TASK
Write the following entries out again exactly, skipping each image.

DATA RECORDS
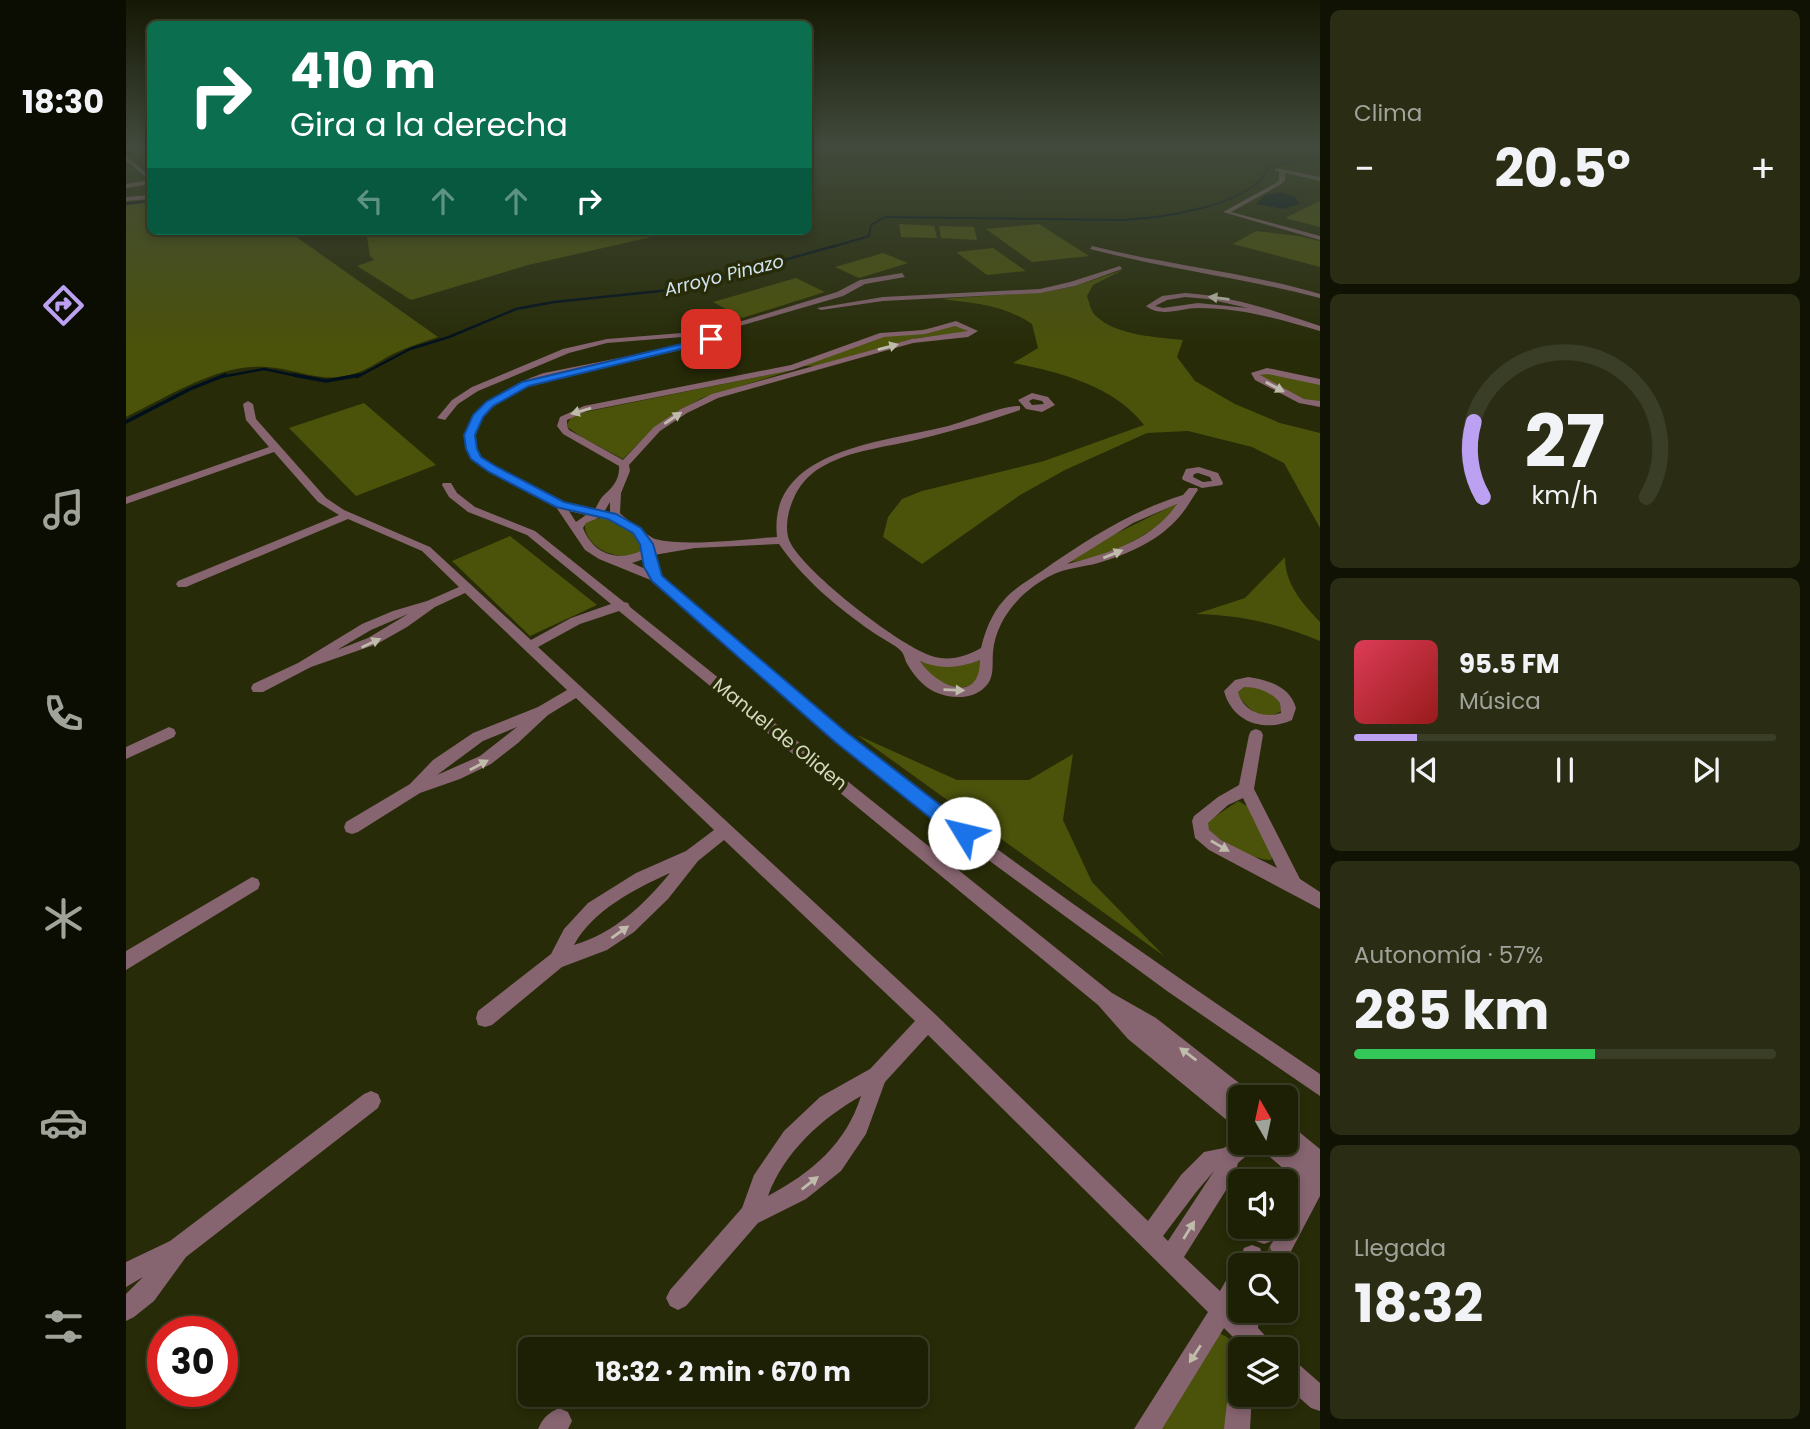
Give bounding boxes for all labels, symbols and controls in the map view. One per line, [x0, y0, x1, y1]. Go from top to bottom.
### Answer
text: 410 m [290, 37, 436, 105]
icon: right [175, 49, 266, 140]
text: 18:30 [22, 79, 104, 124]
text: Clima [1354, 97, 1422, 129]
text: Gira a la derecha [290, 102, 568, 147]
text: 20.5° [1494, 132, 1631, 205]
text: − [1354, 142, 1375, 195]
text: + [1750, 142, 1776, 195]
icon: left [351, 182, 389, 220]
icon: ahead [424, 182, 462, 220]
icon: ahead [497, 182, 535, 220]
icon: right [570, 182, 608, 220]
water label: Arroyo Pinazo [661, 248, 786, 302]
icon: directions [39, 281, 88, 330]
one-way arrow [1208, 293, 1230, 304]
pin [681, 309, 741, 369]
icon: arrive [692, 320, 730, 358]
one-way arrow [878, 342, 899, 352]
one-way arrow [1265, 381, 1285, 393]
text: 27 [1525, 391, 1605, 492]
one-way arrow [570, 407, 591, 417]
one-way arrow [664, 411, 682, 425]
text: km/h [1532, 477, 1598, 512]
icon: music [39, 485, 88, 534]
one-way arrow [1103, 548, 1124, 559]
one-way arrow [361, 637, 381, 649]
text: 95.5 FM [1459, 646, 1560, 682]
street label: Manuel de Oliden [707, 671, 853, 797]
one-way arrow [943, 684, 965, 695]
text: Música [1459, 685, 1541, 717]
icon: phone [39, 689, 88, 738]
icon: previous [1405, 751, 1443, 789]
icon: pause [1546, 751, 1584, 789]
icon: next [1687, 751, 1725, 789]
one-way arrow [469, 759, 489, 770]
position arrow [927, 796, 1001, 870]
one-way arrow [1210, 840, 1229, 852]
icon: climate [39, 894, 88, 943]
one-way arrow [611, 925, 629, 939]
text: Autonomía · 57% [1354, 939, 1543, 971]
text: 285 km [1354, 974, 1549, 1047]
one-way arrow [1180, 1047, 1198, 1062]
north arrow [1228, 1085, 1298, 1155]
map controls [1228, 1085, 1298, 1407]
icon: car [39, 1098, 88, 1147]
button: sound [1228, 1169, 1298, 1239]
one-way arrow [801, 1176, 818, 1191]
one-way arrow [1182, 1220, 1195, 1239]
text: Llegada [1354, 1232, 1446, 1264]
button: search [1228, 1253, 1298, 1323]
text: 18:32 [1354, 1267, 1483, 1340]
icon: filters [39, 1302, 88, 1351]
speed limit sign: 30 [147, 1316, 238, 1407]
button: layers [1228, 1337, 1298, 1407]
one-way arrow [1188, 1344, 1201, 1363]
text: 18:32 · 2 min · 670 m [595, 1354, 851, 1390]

EXERCISE OUTPUT
Give bounding boxes for all labels, symbols and controls in the map view. One per line, [x0, y0, x1, y1]. Go from top to bottom.
### Answer
text: 410 m [290, 37, 436, 105]
icon: right [175, 49, 266, 140]
text: 18:30 [22, 79, 104, 124]
text: Clima [1354, 97, 1422, 129]
text: Gira a la derecha [290, 102, 568, 147]
text: 20.5° [1494, 132, 1631, 205]
text: − [1354, 142, 1375, 195]
text: + [1750, 142, 1776, 195]
icon: left [351, 182, 389, 220]
icon: ahead [424, 182, 462, 220]
icon: ahead [497, 182, 535, 220]
icon: right [570, 182, 608, 220]
water label: Arroyo Pinazo [661, 248, 786, 302]
icon: directions [39, 281, 88, 330]
one-way arrow [1208, 293, 1230, 304]
pin [681, 309, 741, 369]
icon: arrive [692, 320, 730, 358]
one-way arrow [878, 342, 899, 352]
one-way arrow [1265, 381, 1285, 393]
text: 27 [1525, 391, 1605, 492]
one-way arrow [570, 407, 591, 417]
one-way arrow [664, 411, 682, 425]
text: km/h [1532, 477, 1598, 512]
icon: music [39, 485, 88, 534]
one-way arrow [1103, 548, 1124, 559]
one-way arrow [361, 637, 381, 649]
text: 95.5 FM [1459, 646, 1560, 682]
street label: Manuel de Oliden [707, 671, 853, 797]
one-way arrow [943, 684, 965, 695]
text: Música [1459, 685, 1541, 717]
icon: phone [39, 689, 88, 738]
icon: previous [1405, 751, 1443, 789]
icon: pause [1546, 751, 1584, 789]
icon: next [1687, 751, 1725, 789]
one-way arrow [469, 759, 489, 770]
position arrow [927, 796, 1001, 870]
one-way arrow [1210, 840, 1229, 852]
icon: climate [39, 894, 88, 943]
one-way arrow [611, 925, 629, 939]
text: Autonomía · 57% [1354, 939, 1543, 971]
text: 285 km [1354, 974, 1549, 1047]
one-way arrow [1180, 1047, 1198, 1062]
north arrow [1228, 1085, 1298, 1155]
map controls [1228, 1085, 1298, 1407]
icon: car [39, 1098, 88, 1147]
button: sound [1228, 1169, 1298, 1239]
one-way arrow [801, 1176, 818, 1191]
one-way arrow [1182, 1220, 1195, 1239]
text: Llegada [1354, 1232, 1446, 1264]
button: search [1228, 1253, 1298, 1323]
text: 18:32 [1354, 1267, 1483, 1340]
icon: filters [39, 1302, 88, 1351]
speed limit sign: 30 [147, 1316, 238, 1407]
button: layers [1228, 1337, 1298, 1407]
one-way arrow [1188, 1344, 1201, 1363]
text: 18:32 · 2 min · 670 m [595, 1354, 851, 1390]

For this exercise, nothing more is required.